Personal information
- Born: April 17, 1962 (age 64) Chappaqua, New York, U.S.
- Listed height: 5 ft 10 in (1.78 m)
- Listed weight: 200 lb (91 kg)

Career information
- High school: Horace Greeley (Chappaqua)
- College: Colgate
- NFL draft: 1984: 9th round, 247th overall pick

Career history
- Pittsburgh Steelers (1984–1986);

Career NFL statistics
- Rushing yards: 642
- Rushing average: 3.7
- Total touchdowns: 10
- Stats at Pro Football Reference

= Rich Erenberg =

American football player (born 1962)

Richard Mark Erenberg (born April 17, 1962) is an American former professional football player who was a running back for three seasons in the National Football League (NFL).

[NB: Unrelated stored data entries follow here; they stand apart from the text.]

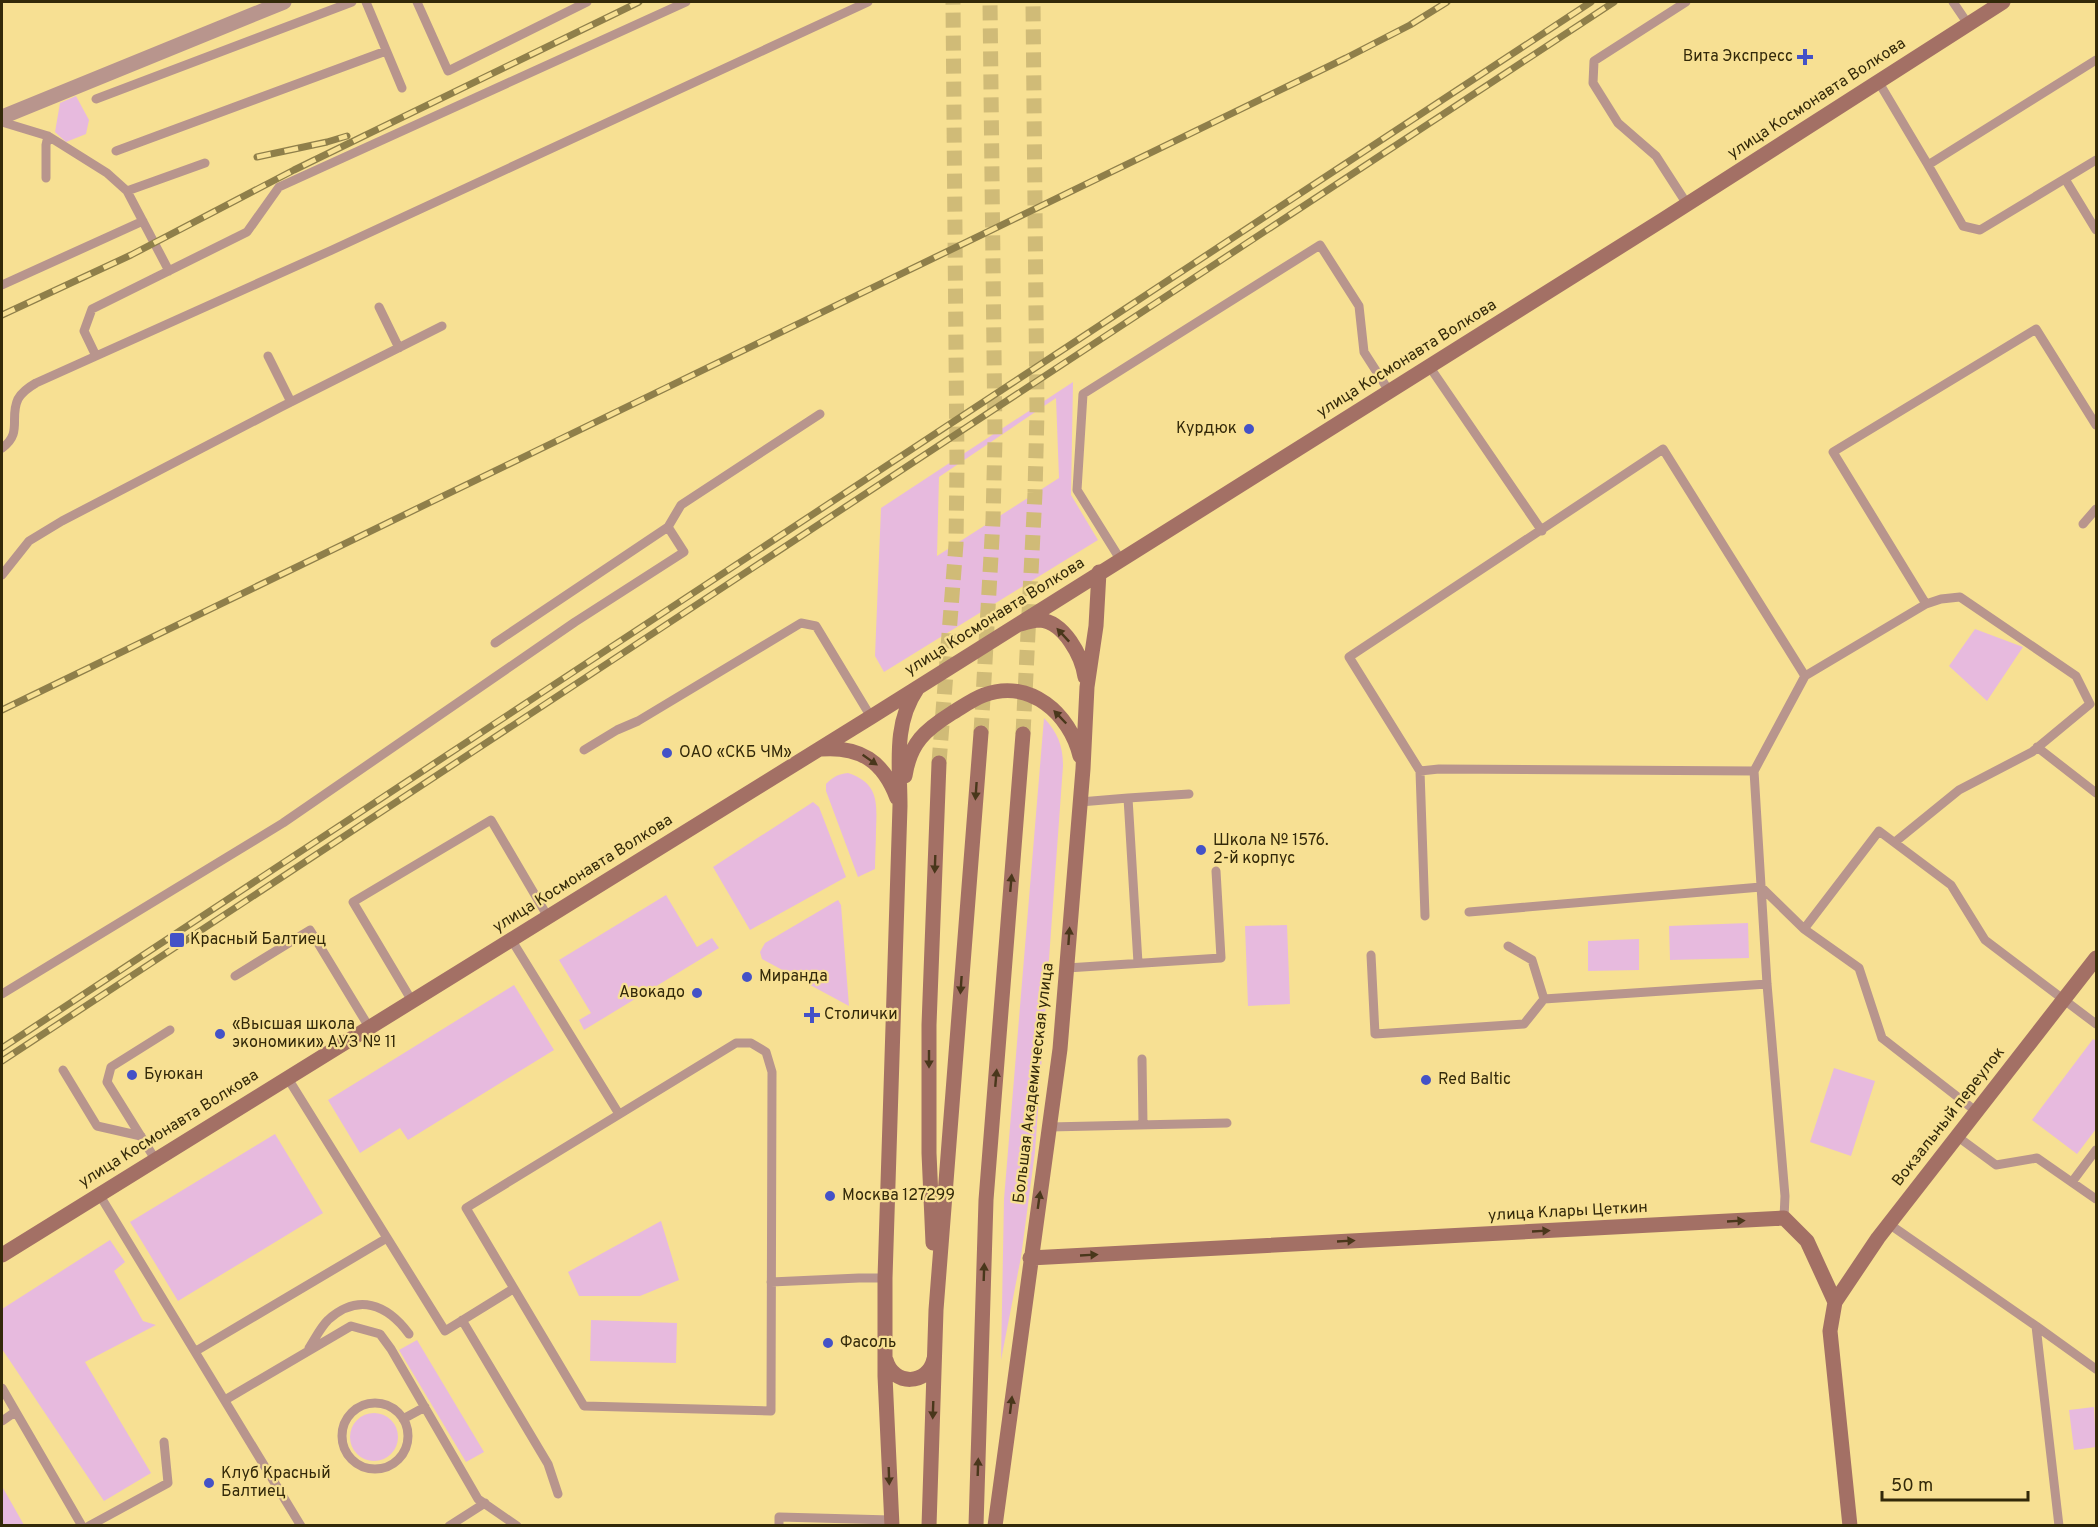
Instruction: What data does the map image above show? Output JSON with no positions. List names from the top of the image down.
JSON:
{
  "streets": {
    "main road": [
      "улица Космонавта Волкова",
      "Большая Академическая улица",
      "Вокзальный переулок",
      "улица Клары Цеткин"
    ]
  },
  "crossings": [
    ["улица Космонавта Волкова", "Большая Академическая улица"],
    ["Большая Академическая улица", "улица Клары Цеткин"]
  ],
  "one_way": ["улица Клары Цеткин"],
  "places": {
    "health": ["Вита Экспресс", "Столички"],
    "other": [
      "Курдюк",
      "ОАО «СКБ ЧМ»",
      "Школа № 1576. 2-й корпус",
      "Миранда",
      "Авокадо",
      "«Высшая школа экономики» АУЗ № 11",
      "Буюкан",
      "Red Baltic",
      "Москва 127299",
      "Фасоль",
      "Клуб Красный Балтиец"
    ],
    "transit": ["Красный Балтиец"]
  },
  "scale_bar": "50 m"
}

He played college football for the Colgate Raiders before playing in the NFL for the Pittsburgh Steelers, who selected him 247th overall in the ninth round of the 1984 NFL draft. As of 2009, he was tied for the most kickoff returns in a single game by a Steeler with seven on September 2, 1984. He currently resides in Peters Township, Pennsylvania.

==Early life==
Erenberg graduated from Horace Greeley High School in 1980.